Breakwave Tanker ETF’s 1,645% Surge Faces Reversal Risk as Geopolitical Premium Softens
The Breakwave Tanker Shipping ETF has rallied on Strait of Hormuz closure fears, but analysts warn that a negotiated reopening and falling crude prices could trigger a rapid correction in valuations.

The Breakwave Tanker Shipping ETF (NYSEARCA:BWET) has delivered one of the most extreme returns in recent US market history, climbing 1,645% over the past year and 836% year-to-date to close near $180. The fund became the best-performing US-listed ETF by April 2026, driven almost entirely by the closure of the Strait of Hormuz in February 2026. This geopolitical disruption forced crude tankers onto longer routes, tightening vessel availability and sending Very Large Crude Carrier (VLCC) day rates vertical.

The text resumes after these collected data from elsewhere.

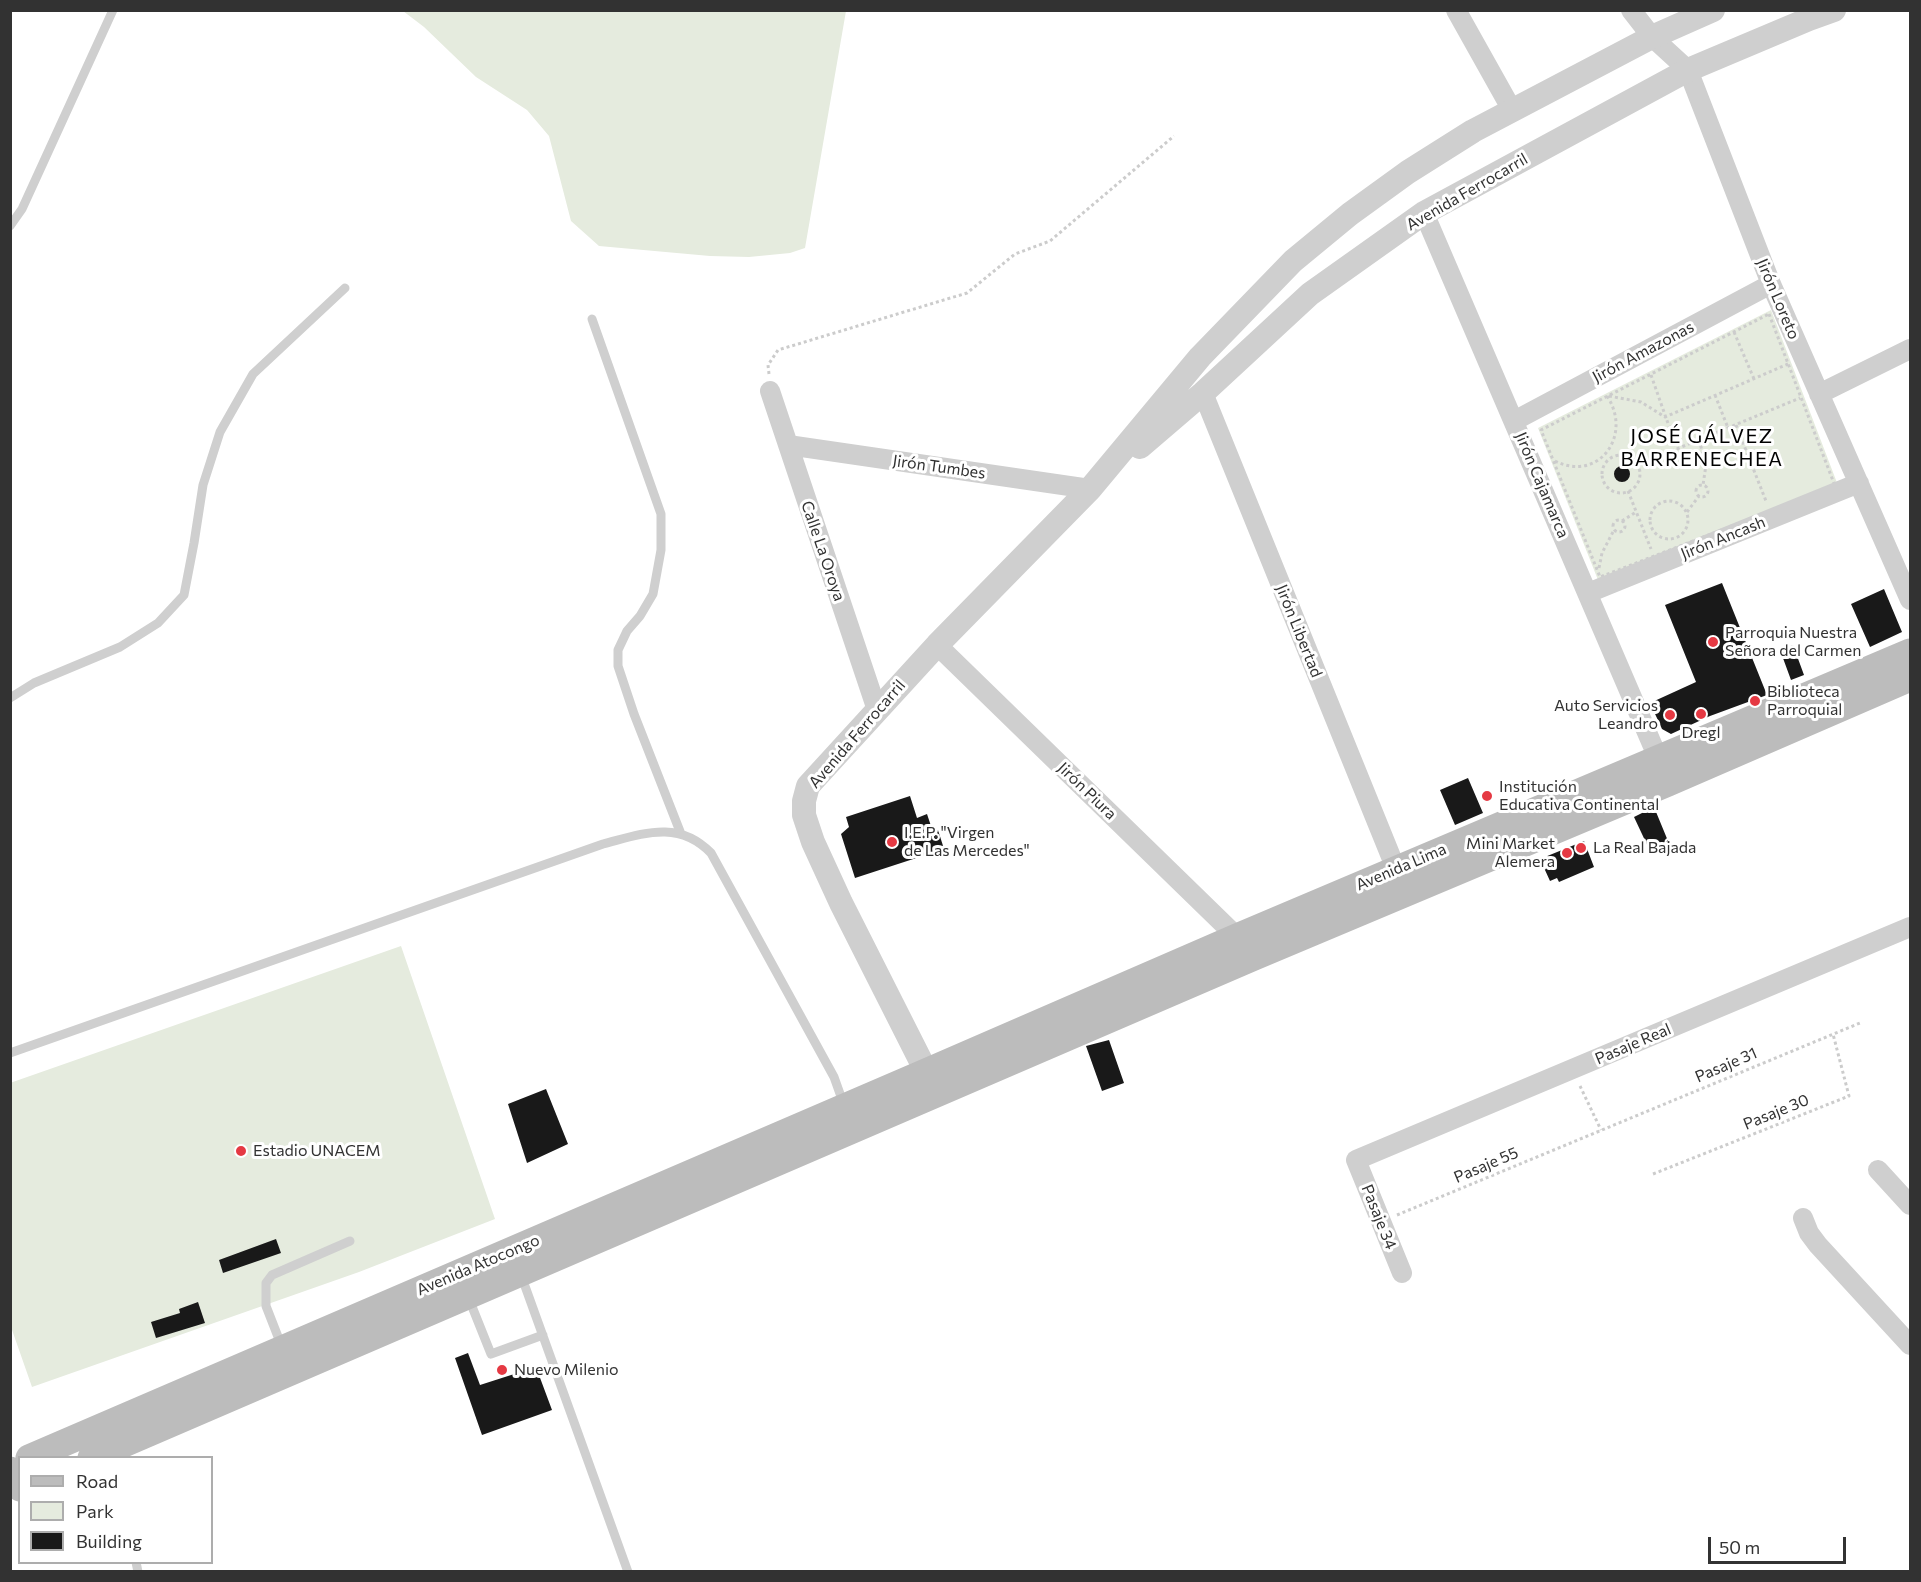 <!DOCTYPE html>
<meta charset="utf-8">
<style>
body{margin:0}
#map{position:relative;width:1921px;height:1582px;overflow:hidden;background:#fff;font-family:Commissioner,sans-serif}
canvas{display:block}
.frame{position:absolute;inset:0;border:12px solid #323232;pointer-events:none}
.legend{position:absolute;left:18px;top:1456px;width:195px;height:108px;box-sizing:border-box;background:#fff;border:2px solid #adadad;margin:0;padding:8px 10px;list-style:none;font-size:18px;color:#323232}
.legend li{display:flex;align-items:center;gap:12px;height:30px}
.legend b{width:30px;border:2px solid #adadad}
.scale{position:absolute;left:1708px;top:1537px;width:138px;height:27px;box-sizing:border-box;border:3px solid #323232;border-top:0;padding-left:8px;font-size:18px;line-height:21px;white-space:nowrap;color:#323232;-webkit-text-stroke:4px #fff;paint-order:stroke}
</style>
<div id="map">
<canvas width="1921" height="1582"></canvas>
<div class="frame"></div>
<ul class="legend">
<li><b style="height:8px;background:#bcbcbc"></b>Road</li>
<li><b style="height:16px;background:#e5ebde"></b>Park</li>
<li><b style="height:16px;background:#191919"></b>Building</li>
</ul>
<div class="scale">50 m</div>
</div>
<script>
const context = document.querySelector('canvas').getContext('2d');
context.lineJoin = 'round';
function paint(path, color) { context.fillStyle = color; context.fill(path, 'evenodd'); }
function trace(path, color, width, dash) { context.strokeStyle = color; context.lineWidth = width; context.lineCap = dash ? 'butt' : 'round'; context.setLineDash(dash || []); context.stroke(path); }
function drawText(font, color, halo, rows, align = 'center') {
  context.font = font + ' Commissioner,sans-serif'; context.lineWidth = 6; context.setLineDash([]); context.textBaseline = 'middle'; context.strokeStyle = halo; context.fillStyle = color; for (const [text, x, y, turn = 0] of rows) {
    context.save(); context.translate(x, y); context.rotate((+turn || 0) * Math.PI / 180); context.textAlign = isNaN(turn) ? turn : align; if (halo) context.strokeText(text, 0, 0); context.fillText(text, 0, 0); context.restore();
  }
}
const green = new Path2D(`
 M 403,11 L 846,11 L 805,248 L 790,253 L 749,257 L 710,256 L 599,246 L 571,221 L 549,136 L 527,110 L 476,77 L 424,27 Z
 M 1771,310 L 1839,488 L 1598,580 L 1538,428 Z
 M 401,946 L 495,1219 L 359,1272 L 32,1387 L 11,1327 L 10,1083 Z`);
const building = new Path2D(`
 M1614 474a8 8 0 1 1 16 0a8 8 0 1 1-16 0Z
 M 1722,583 L 1767,695 L 1710,716 L 1671,734 L 1662,729 L 1650,703 L 1696,682 L 1665,605 Z
 M 1884,589 L 1902,632 L 1870,647 L 1851,604 Z
 M 1793,645 L 1804,675 L 1791,680 L 1780,650 Z
 M 1468,778 L 1483,813 L 1455,825 L 1440,790 Z
 M 910,796 L 917,818 L 927,814 L 933,832 L 938,830 L 944,849 L 855,878 L 841,834 L 849,827 L 846,817 Z
 M 1654,807 L 1668,841 L 1649,849 L 1634,817 Z
 M 1584,841 L 1594,867 L 1559,882 L 1557,878 L 1550,881 L 1540,859 Z
 M 1109,1040 L 1124,1083 L 1102,1091 L 1086,1046 Z
 M 546,1089 L 568,1144 L 527,1163 L 508,1104 Z
 M 276,1239 L 281,1253 L 223,1273 L 219,1260 Z
 M 198,1302 L 205,1323 L 156,1338 L 151,1322 L 180,1313 L 179,1309 Z
 M 468,1353 L 480,1385 L 536,1367 L 552,1410 L 482,1435 L 455,1358 Z`);
const path = new Path2D(`
 M 1769,314 L 1835,486 L 1600,577 L 1541,430 Z
 M 1734,332 L 1754,379
 M 769,374 L 768,365 L 778,350 L 967,293 L 1015,254 L 1050,241 L 1174,136
 M 1651,375 L 1677,449
 M 1715,395 L 1728,428
 M 1609,396 L 1641,402 L 1665,417 L 1788,364
 M 1736,425 L 1766,501
 M 1699,440 L 1706,465 L 1703,485
 M1602 474a19 19 0 1 1 38 0a19 19 0 1 1-38 0Z
 M 1555,461 C 1599,483 1633,435 1607,396
 M 1638,465 L 1800,398
 M1696 491a6 6 0 1 1 12 0a6 6 0 1 1-12 0Z
 M 1628,491 L 1651,549
 M1650 520a19 19 0 1 1 38 0a19 19 0 1 1-38 0Z
 M 1687,512 L 1699,496
 M1613 526a6 6 0 1 1 12 0a6 6 0 1 1-12 0Z
 M 1622,521 L 1636,512
 M 1599,568 L 1602,553 L 1614,530
 M 1580,1086 L 1601,1130
 M 1653,1174 L 1849,1096 L 1833,1034
 M 1397,1215 L 1860,1023`);
const service = new Path2D(`
 M 10,226 L 22,209 L 113,10
 M 592,319 L 661,514 L 661,550 L 653,594 L 640,616 L 627,631 L 618,650 L 618,666 L 634,714 L 681,834
 M 10,698 L 34,683 L 120,647 L 158,623 L 184,595 L 194,543 L 203,485 L 220,432 L 253,374 L 345,288
 M 10,1053 L 603,844 C 642,834 678,819 711,853 L 834,1077 L 844,1105
 M 521,1275 L 628,1572
 M 469,1299 L 491,1354 L 543,1335
 M 282,1347 L 266,1306 L 266,1283 L 272,1275 L 350,1241
 M 136,1562 L 138,1572`);
const minor = new Path2D(`
 M 1456,10 L 1512,110
 M 1631,10 L 1652,37 L 1688,70 L 1771,284 L 1910,600
 M 1424,213 L 1658,758
 M 770,391 L 877,710
 M 1203,393 L 1396,869
 M 1819,394 L 1910,349
 M 1514,421 L 1771,284
 M 788,445 L 1090,489
 M 1588,593 L 1859,483
 M 937,645 L 1237,937
 M 1878,1170 L 1910,1205
 M 1803,1218 L 1809,1233 L 1818,1245 L 1910,1345
 M 1402,1273 L 1356,1160 L 1910,927`);
const tertiary = new Path2D(`
 M 1140,447 L 1203,393 L 1310,294 L 1424,213 L 1688,70 L 1809,19 L 1834,10
 M 935,1089 L 841,903 L 813,842 L 804,815 L 804,801 L 808,786 L 937,645 L 1090,489 L 1200,357 L 1293,261 L 1350,214 L 1408,172 L 1473,131 L 1652,37 L 1713,10`);
const secondary = new Path2D(`
 M 29,1458 L 926,1072 L 1237,937 L 1910,652
 M 91,1458 L 1254,957 L 1668,783 L 1910,678
 M 10,1470 L 20,1488`);
const markers = [
 [1713,642,6,"#e53943"],
 [1755,701,6,"#e53943"],
 [1701,714,6,"#e53943"],
 [1670,715,6,"#e53943"],
 [1487,796,6,"#e53943"],
 [892,842,6,"#e53943"],
 [1581,848,6,"#e53943"],
 [1567,853,6,"#e53943"],
 [241,1151,6,"#e53943"],
 [502,1370,6,"#e53943"]
];
const streetNames = [
 ["Avenida Ferrocarril",1467,192,-30],
 ["Jirón Loreto",1778,299,67],
 ["Jirón Amazonas",1643,352,-28],
 ["Jirón Tumbes",939,467,8],
 ["Jirón Cajamarca",1542,485,67],
 ["Jirón Ancash",1723,538,-22],
 ["Calle La Oroya",823,551,71],
 ["Jirón Libertad",1299,631,68],
 ["Avenida Ferrocarril",857,734,-49],
 ["Jirón Piura",1087,791,44],
 ["Avenida Lima",1401,867,-23],
 ["Pasaje Real",1633,1044,-23],
 ["Pasaje 31",1726,1065,-23],
 ["Pasaje 30",1776,1112,-22],
 ["Pasaje 55",1486,1165,-23],
 ["Pasaje 34",1379,1217,68],
 ["Avenida Atocongo",478,1265,-23]
];
const poiNames = [
 ["Parroquia Nuestra",1725,633],
 ["Señora del Carmen",1725,651],
 ["Biblioteca",1767,692],
 ["Parroquial",1767,710],
 ["Auto Servicios",1658,706,"right"],
 ["Leandro",1658,724,"right"],
 ["Dregl",1701,733,"center"],
 ["Institución",1499,787],
 ["Educativa Continental",1499,805],
 ["I.E.P. \"Virgen",904,833],
 ["de Las Mercedes\"",904,851],
 ["Mini Market",1555,844,"right"],
 ["Alemera",1555,862,"right"],
 ["La Real Bajada",1593,848],
 ["Estadio UNACEM",253,1151],
 ["Nuevo Milenio",514,1370]
];
const quarterNames = [
 ["JOSÉ GÁLVEZ",1702,436],
 ["BARRENECHEA",1702,459]
];
paint(green, '#e5ebde');
paint(building, '#191919');
trace(path, '#ccc', 3, [3, 3]);
trace(service, '#cfcfcf', 9);
trace(minor, '#cfcfcf', 20);
trace(tertiary, '#cfcfcf', 24);
trace(secondary, '#bcbcbc', 27);
for (const [x, y, r, color] of markers) { const dot = new Path2D(); dot.arc(x, y, r, 0, 2 * Math.PI); context.fillStyle = color; context.fill(dot); trace(dot, '#fff', 2); }
drawText('16px', '#323232', '#fff', streetNames);
drawText('16px', '#323232', '#fff', poiNames, 'left');
context.letterSpacing = '1.5px';
drawText('20px', '#000', '#fff', quarterNames);
context.letterSpacing = '0px';
</script>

Investors hold BWET to bet on crude tanker freight rates through near-dated futures, with approximately 90% exposure to VLCC contracts and 10% to Suezmax contracts. The fund is a commodity pool that rolls front-month wet freight futures tracking the Breakwave Wet Freight Futures Index. It holds paper exposure to the daily cost of moving crude rather than owning ships, oil, or shipping equities. Consequently, the fund’s return is mathematically tied to forward VLCC freight prices, which currently reflect a significant war premium.

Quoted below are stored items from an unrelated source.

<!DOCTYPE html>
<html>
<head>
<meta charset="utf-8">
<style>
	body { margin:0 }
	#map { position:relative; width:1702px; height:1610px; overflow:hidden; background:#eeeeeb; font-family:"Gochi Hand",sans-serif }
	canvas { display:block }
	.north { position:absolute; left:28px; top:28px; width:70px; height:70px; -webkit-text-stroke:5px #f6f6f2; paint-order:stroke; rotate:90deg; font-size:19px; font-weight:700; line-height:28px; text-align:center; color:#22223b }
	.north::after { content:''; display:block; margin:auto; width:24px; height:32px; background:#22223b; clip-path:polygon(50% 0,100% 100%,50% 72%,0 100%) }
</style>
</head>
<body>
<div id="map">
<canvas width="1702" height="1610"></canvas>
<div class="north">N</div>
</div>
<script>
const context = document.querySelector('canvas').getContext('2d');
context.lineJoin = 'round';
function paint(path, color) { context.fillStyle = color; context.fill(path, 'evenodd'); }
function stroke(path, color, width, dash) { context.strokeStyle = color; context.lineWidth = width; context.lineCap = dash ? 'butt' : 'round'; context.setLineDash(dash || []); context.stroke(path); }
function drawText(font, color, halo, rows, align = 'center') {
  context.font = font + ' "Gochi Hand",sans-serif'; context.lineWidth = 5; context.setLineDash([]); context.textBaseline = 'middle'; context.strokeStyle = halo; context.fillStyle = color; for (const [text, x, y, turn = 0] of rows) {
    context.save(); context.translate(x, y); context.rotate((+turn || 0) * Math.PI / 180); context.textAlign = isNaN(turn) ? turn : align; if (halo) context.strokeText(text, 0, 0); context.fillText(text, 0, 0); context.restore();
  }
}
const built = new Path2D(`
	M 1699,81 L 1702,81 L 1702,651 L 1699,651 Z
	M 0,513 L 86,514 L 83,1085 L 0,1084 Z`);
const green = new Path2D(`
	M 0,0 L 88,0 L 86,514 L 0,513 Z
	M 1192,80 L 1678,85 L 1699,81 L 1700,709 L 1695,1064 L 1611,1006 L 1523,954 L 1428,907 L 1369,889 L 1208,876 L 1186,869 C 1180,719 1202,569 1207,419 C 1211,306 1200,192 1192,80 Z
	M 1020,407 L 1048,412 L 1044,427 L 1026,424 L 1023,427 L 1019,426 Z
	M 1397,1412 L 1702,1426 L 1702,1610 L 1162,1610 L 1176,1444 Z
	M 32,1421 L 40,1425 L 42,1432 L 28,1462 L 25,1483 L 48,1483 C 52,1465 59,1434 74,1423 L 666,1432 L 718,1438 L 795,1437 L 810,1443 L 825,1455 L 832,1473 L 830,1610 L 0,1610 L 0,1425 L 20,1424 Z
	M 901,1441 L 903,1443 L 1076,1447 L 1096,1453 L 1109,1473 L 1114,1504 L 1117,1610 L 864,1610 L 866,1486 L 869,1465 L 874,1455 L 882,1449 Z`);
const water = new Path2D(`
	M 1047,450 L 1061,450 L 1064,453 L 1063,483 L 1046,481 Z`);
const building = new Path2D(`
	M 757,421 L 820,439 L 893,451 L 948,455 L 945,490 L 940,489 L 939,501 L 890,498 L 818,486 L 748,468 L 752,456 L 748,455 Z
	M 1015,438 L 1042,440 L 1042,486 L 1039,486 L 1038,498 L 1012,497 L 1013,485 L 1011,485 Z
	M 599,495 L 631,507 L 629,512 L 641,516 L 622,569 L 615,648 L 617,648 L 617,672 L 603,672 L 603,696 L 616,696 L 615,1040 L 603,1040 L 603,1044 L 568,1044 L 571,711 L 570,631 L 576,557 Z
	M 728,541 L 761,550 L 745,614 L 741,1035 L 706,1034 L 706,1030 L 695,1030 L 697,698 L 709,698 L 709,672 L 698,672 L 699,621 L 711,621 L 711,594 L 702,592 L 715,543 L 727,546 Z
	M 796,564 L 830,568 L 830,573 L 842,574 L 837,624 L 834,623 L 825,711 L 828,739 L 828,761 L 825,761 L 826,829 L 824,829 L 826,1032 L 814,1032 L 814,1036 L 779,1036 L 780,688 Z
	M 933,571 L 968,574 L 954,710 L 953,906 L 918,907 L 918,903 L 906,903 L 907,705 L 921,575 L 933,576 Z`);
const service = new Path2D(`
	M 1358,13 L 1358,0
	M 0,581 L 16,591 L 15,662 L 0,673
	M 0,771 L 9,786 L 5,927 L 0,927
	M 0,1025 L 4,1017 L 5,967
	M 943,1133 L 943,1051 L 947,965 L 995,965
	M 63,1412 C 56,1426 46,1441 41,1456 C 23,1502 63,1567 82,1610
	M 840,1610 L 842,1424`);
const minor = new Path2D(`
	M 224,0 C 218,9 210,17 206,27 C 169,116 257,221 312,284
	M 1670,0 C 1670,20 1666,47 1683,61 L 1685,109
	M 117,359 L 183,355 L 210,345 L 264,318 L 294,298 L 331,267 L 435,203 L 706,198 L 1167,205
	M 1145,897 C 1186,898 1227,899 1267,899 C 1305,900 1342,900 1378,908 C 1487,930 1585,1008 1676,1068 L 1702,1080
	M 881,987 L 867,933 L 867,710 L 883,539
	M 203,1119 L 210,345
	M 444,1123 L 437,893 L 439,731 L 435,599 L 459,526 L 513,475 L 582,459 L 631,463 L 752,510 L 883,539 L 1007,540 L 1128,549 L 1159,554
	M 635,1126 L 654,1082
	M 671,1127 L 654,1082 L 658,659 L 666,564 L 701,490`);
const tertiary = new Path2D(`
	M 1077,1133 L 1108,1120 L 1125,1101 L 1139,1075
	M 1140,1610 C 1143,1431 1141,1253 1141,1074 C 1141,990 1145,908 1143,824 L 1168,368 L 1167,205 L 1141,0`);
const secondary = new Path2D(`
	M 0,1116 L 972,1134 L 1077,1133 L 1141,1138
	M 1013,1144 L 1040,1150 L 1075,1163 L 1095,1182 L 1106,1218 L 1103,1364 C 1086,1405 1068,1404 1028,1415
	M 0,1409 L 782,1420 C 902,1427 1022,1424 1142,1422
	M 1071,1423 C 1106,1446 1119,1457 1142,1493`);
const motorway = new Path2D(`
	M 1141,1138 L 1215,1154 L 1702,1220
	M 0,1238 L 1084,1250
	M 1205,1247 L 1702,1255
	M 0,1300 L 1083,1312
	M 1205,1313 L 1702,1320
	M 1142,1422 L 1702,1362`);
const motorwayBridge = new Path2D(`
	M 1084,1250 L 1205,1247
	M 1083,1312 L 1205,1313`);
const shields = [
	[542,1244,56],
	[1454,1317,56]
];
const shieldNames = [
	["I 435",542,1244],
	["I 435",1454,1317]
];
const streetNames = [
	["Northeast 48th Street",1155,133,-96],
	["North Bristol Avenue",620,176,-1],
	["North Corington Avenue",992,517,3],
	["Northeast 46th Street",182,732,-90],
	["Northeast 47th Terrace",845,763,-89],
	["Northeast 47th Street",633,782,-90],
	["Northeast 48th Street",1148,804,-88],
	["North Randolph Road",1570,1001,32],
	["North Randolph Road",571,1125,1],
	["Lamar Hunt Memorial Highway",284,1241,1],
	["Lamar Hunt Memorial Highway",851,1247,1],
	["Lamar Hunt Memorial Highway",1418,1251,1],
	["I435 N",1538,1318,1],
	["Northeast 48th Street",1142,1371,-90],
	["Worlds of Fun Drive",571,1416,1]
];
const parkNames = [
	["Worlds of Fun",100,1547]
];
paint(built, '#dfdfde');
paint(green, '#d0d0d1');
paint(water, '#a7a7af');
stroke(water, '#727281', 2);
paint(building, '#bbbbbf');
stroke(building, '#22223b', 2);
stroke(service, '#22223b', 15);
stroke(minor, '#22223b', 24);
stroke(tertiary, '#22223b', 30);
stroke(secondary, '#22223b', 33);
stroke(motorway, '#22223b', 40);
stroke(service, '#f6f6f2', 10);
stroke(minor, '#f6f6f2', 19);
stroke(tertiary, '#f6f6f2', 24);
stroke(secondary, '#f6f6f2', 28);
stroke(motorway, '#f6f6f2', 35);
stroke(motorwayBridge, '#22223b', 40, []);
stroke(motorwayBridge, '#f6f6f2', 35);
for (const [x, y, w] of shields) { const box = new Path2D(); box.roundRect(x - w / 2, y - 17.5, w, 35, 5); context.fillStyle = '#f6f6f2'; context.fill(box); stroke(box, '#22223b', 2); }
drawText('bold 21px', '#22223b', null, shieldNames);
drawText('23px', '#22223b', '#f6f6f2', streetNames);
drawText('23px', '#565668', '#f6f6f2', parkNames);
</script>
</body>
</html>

Analysts warn that these gains could reverse rapidly if a ceasefire or negotiated reopening of the strait occurs. Futures-based funds reprice in hours rather than quarters, meaning a credible peace talk or reopening signal would compress the freight curve almost immediately. The transmission mechanism for losses is straightforward: as front-month wet freight futures fall, BWET rolls into cheaper contracts at a loss, causing the net asset value to decline in line with the curve.
Evidence suggests the geopolitical premium may already be softening. WTI crude prices have fallen from $112 on May 19 to roughly $98 by May 26, indicating that market participants are pricing in a potential resolution before any formal agreement. A sustained move back toward the $60 to $80 range for crude would signal that the geopolitical premium has evaporated, resetting much of the fund’s accumulated gains.
Beyond geopolitical risk, BWET faces significant structural headwinds. The fund carries a 3.5% expense ratio, which is far above any plain-vanilla commodity fund, and operates in thinly traded futures where roll costs can be punishing. Additionally, the Amplify trust has published multiple net asset value corrections tied to security pricing errors, including a 2.3% revision in August 2025. For investors seeking shipping exposure without single-catalyst fragility, diversified shipping equities or broader energy logistics funds may offer a more stable alternative to the current speculation.